(Stored data)
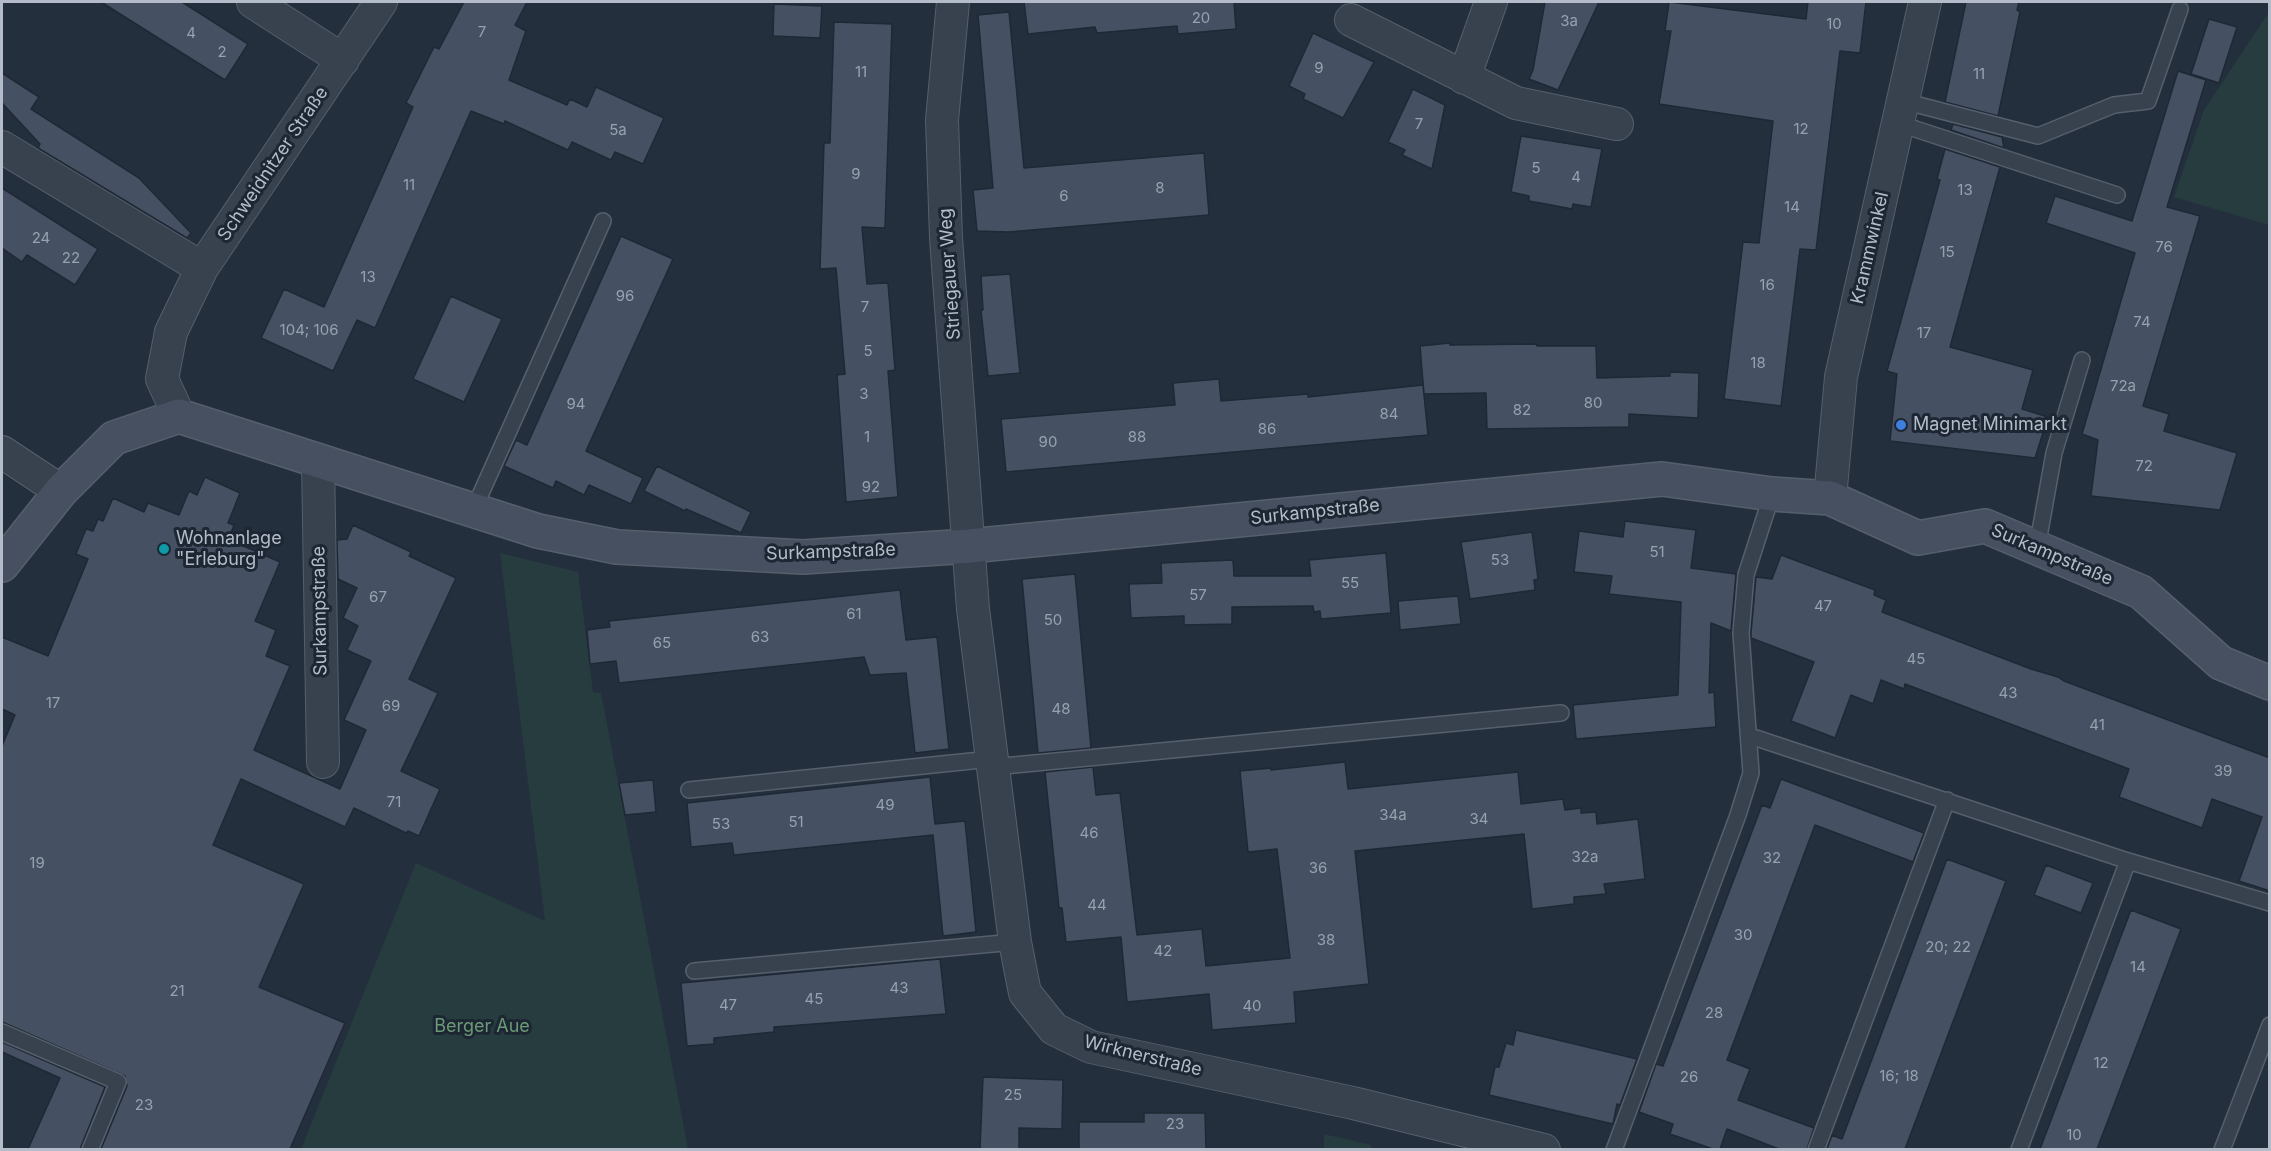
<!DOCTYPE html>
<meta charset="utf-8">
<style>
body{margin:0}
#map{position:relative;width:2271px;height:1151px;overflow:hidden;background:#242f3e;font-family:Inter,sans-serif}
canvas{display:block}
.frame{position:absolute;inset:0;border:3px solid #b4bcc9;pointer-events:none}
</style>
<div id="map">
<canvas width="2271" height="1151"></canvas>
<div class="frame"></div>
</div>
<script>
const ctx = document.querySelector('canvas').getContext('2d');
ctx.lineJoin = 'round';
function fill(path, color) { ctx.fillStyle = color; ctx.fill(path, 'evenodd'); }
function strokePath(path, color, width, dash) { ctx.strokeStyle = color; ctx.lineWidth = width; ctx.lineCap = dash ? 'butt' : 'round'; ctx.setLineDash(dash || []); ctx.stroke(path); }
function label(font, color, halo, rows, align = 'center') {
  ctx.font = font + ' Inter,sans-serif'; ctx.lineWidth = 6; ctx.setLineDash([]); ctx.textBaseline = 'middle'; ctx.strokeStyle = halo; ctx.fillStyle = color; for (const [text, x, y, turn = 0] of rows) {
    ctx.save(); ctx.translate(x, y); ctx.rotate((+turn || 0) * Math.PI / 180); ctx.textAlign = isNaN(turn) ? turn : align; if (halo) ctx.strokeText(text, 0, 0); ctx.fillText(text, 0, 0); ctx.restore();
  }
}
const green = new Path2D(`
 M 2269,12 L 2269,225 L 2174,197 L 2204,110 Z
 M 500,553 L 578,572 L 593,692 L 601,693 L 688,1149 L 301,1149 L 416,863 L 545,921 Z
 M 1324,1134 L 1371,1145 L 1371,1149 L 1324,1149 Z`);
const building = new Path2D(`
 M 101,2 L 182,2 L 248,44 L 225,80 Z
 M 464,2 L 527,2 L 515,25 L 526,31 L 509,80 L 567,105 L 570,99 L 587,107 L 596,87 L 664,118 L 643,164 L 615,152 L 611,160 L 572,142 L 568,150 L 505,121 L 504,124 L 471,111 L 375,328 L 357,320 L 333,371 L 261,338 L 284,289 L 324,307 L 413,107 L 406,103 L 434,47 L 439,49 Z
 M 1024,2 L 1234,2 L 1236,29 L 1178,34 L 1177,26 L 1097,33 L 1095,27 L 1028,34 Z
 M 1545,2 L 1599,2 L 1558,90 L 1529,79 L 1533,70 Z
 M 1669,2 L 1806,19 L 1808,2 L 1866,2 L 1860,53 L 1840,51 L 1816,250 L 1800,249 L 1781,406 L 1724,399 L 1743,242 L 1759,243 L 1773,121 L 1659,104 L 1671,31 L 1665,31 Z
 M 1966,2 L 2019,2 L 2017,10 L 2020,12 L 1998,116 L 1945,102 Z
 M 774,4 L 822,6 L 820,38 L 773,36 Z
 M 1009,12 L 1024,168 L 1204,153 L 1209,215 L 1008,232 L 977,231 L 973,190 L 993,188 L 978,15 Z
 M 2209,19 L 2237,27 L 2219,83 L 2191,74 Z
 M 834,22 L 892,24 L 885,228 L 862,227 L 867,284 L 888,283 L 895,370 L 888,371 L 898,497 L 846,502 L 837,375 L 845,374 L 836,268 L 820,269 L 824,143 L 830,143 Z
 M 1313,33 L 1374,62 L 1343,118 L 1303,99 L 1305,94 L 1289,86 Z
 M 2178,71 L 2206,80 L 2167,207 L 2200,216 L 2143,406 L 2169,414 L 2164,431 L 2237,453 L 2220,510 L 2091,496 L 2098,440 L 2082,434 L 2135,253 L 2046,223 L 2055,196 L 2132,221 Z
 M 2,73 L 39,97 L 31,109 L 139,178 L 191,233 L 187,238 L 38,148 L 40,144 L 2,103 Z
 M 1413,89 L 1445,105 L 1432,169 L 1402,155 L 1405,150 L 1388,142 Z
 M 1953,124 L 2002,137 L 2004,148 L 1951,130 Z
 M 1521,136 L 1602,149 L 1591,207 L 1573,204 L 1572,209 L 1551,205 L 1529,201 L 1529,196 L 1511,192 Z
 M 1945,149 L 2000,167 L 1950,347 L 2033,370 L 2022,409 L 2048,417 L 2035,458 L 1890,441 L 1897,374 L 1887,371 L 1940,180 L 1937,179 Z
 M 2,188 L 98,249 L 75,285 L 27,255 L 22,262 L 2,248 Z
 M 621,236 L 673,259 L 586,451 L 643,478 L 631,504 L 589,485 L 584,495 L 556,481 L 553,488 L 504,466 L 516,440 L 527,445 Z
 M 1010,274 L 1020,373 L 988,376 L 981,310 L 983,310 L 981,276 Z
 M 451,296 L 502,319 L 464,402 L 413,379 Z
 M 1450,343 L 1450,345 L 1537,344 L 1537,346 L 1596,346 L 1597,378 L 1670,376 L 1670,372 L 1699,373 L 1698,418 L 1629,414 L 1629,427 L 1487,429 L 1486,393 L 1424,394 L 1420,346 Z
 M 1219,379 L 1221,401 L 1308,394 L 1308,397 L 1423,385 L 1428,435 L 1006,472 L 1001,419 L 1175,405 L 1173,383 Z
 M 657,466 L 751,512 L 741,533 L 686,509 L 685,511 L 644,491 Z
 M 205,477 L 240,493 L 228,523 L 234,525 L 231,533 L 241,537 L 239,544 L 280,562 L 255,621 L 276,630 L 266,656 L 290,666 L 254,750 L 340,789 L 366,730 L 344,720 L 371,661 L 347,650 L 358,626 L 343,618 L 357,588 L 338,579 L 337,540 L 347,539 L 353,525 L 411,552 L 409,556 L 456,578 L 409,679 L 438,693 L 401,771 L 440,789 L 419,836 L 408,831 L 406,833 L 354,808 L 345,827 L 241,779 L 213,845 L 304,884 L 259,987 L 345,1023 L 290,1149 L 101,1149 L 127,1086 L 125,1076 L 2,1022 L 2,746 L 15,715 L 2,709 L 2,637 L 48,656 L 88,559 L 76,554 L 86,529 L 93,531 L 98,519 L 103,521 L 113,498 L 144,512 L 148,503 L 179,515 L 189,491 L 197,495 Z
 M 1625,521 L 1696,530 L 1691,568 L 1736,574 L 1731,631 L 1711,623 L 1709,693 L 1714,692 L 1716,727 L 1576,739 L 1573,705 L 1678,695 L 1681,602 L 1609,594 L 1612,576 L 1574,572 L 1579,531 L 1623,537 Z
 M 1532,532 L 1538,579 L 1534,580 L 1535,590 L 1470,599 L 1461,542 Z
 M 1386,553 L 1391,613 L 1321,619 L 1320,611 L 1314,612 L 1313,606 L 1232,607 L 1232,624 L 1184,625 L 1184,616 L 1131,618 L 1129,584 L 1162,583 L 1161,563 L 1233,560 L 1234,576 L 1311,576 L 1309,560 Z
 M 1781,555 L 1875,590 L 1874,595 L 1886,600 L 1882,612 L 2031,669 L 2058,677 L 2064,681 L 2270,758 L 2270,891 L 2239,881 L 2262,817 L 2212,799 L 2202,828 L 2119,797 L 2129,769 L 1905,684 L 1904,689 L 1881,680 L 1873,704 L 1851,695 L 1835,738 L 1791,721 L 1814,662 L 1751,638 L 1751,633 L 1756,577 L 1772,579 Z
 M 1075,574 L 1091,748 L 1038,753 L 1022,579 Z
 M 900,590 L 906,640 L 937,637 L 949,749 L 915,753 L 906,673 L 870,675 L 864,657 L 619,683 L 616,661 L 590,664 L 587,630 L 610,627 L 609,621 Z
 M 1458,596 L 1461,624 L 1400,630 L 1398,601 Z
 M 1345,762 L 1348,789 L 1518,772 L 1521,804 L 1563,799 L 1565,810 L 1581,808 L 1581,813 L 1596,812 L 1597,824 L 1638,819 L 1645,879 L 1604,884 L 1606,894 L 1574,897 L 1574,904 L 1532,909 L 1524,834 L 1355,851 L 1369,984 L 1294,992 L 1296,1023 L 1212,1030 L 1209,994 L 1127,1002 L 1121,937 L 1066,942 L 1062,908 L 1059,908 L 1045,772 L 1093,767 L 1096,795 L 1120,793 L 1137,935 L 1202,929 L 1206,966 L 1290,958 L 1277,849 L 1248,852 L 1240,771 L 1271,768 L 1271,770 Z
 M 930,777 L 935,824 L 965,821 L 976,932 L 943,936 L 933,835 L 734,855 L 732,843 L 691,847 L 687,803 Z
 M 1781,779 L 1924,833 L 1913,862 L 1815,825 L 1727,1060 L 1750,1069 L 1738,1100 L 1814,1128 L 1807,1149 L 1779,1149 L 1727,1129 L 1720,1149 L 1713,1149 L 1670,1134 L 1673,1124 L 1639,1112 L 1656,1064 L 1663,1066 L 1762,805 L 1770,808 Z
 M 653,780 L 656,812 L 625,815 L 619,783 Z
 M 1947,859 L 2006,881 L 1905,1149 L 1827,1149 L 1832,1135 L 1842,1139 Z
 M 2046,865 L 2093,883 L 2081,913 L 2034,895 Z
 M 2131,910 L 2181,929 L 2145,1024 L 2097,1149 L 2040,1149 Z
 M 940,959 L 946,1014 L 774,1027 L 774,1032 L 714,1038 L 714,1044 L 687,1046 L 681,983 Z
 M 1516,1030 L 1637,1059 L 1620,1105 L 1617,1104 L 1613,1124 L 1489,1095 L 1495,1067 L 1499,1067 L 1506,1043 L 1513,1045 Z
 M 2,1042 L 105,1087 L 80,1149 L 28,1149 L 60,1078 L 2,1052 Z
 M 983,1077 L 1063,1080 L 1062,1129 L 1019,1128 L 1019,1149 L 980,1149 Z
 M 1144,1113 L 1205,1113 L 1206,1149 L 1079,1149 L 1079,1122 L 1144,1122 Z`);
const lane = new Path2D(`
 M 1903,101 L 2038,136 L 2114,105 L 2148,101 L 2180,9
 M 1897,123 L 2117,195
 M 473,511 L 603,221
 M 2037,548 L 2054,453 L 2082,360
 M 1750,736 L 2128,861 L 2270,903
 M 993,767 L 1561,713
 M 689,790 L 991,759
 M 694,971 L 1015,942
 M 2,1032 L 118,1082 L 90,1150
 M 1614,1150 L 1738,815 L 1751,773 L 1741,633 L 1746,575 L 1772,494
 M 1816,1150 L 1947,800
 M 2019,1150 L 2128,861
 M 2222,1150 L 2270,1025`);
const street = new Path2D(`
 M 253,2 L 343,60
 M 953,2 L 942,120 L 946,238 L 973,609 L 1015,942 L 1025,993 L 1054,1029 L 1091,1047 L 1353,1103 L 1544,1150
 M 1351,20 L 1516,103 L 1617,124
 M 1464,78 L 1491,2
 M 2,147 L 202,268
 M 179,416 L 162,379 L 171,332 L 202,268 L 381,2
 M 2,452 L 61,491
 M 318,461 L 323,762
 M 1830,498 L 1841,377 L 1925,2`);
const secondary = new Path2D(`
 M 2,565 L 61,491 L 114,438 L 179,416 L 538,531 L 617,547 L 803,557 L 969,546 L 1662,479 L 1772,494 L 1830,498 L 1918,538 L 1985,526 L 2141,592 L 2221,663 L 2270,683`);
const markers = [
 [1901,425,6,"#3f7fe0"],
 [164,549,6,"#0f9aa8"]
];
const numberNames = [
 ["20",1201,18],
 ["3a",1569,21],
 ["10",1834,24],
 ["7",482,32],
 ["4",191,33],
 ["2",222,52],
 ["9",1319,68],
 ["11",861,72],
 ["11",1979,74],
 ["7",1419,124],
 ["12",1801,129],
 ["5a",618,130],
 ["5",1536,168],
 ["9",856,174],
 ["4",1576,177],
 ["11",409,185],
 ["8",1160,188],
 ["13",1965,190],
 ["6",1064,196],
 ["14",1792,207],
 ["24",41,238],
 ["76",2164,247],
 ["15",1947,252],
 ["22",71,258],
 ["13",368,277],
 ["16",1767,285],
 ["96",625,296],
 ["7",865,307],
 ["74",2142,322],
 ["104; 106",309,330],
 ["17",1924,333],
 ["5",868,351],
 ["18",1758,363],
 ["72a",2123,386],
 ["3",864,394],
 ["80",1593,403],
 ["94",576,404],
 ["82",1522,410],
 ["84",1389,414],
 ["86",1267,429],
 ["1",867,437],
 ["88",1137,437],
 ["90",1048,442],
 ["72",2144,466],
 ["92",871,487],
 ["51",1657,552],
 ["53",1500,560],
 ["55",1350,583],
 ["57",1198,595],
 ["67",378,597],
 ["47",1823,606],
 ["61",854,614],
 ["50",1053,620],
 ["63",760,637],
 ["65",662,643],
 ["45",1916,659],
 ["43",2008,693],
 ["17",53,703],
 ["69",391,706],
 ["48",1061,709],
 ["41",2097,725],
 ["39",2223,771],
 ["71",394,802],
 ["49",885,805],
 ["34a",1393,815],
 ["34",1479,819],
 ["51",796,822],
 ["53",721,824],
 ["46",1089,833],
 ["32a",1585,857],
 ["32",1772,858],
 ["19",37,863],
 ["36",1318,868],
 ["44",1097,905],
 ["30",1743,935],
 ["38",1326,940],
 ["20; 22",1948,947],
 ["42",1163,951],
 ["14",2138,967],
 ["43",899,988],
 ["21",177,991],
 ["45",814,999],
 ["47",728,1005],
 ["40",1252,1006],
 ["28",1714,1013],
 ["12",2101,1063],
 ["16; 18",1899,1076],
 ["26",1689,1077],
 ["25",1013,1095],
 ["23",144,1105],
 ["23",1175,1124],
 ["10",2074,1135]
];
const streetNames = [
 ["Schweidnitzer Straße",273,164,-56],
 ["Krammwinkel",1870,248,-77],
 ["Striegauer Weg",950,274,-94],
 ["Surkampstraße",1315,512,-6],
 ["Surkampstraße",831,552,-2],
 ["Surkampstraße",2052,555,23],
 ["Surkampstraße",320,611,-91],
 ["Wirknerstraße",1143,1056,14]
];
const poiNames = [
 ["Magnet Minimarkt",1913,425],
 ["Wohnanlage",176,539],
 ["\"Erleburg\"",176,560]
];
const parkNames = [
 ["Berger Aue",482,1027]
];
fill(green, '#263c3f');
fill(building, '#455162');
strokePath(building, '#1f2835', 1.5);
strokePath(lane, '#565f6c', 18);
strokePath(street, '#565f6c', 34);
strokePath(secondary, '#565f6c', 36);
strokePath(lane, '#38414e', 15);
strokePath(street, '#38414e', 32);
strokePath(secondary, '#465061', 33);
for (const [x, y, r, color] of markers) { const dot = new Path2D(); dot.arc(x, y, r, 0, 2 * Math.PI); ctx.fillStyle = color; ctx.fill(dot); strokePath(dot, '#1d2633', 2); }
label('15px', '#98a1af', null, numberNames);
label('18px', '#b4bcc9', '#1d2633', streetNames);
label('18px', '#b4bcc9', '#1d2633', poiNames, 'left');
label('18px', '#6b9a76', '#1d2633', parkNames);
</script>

[TASK TO COMPLETE] Working through the records above, copy each line in which "canvas" is found.

[TASK RESPONSE]
canvas{display:block}
<canvas width="2271" height="1151"></canvas>
const ctx = document.querySelector('canvas').getContext('2d');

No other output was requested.